BOSTON — A former brother-in-law of Boston Marathon bomber Dzhokhar Tsarnaev testified Wednesday from Kazakhstan about the role of a conservative Muslim convert who steered Tsarnaev’s older brother toward a stricter version of Islam.

Elmirza Khozhugov, the former husband of Tsarnaev’s sister Ailina Tsarnaeva, testified on live video for the defense from Almaty, the largest city in Kazakhstan. The Tsarnaev family – ethnic Chechens – lived in the former Soviet republic of Kyrgyzstan before moving to the U.S. when Dzhokhar was 8.

A federal jury will soon decide whether Dzhokhar, 21, should be executed or sentenced to life in prison for the 2013 bombings that killed three people and wounded more than 260.

The defense is trying to show that Dzhokhar was heavily influenced by his radicalized 26-year-old brother, Tamerlan, whom they call the mastermind of the plot.
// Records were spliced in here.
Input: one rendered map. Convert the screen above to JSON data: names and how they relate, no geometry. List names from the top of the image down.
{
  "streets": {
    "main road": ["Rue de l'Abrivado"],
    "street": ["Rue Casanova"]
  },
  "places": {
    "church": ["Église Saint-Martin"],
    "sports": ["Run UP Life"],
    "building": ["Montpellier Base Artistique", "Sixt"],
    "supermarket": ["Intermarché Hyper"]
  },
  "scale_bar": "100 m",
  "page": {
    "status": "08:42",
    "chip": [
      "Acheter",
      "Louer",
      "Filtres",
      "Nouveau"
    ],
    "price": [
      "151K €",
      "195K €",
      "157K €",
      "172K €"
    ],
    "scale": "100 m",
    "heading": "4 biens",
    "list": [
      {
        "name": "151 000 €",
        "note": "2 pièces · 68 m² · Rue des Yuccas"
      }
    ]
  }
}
Tamerlan was killed days after the bombing during a getaway attempt.

Khozhugov said the Muslim convert named Misha often visited the Tsarnaev apartment in Cambridge, Massachusetts, to talk to Tamerlan about Islam. “I wouldn’t call it formally a lesson, but he was teaching him and suggesting books to read … expressing his own views about that faith to Tamerlan,” Khozhugov said.

He said Tamerlan told him he quit boxing, stopped taking acting classes, and stopped playing and listening to music after Misha said those activities were not appropriate in Islam.

Khozhugov also described the close-knit relationship between the brothers.

The defense also tried to diffuse an image of Tsarnaev giving the middle finger to a camera in his holding cell the day he was arraigned in the bombing. Deputy U.S. Marshal Kevin Roche testified Tsarnaev apologized when he and his supervisor went to talk to him afterward.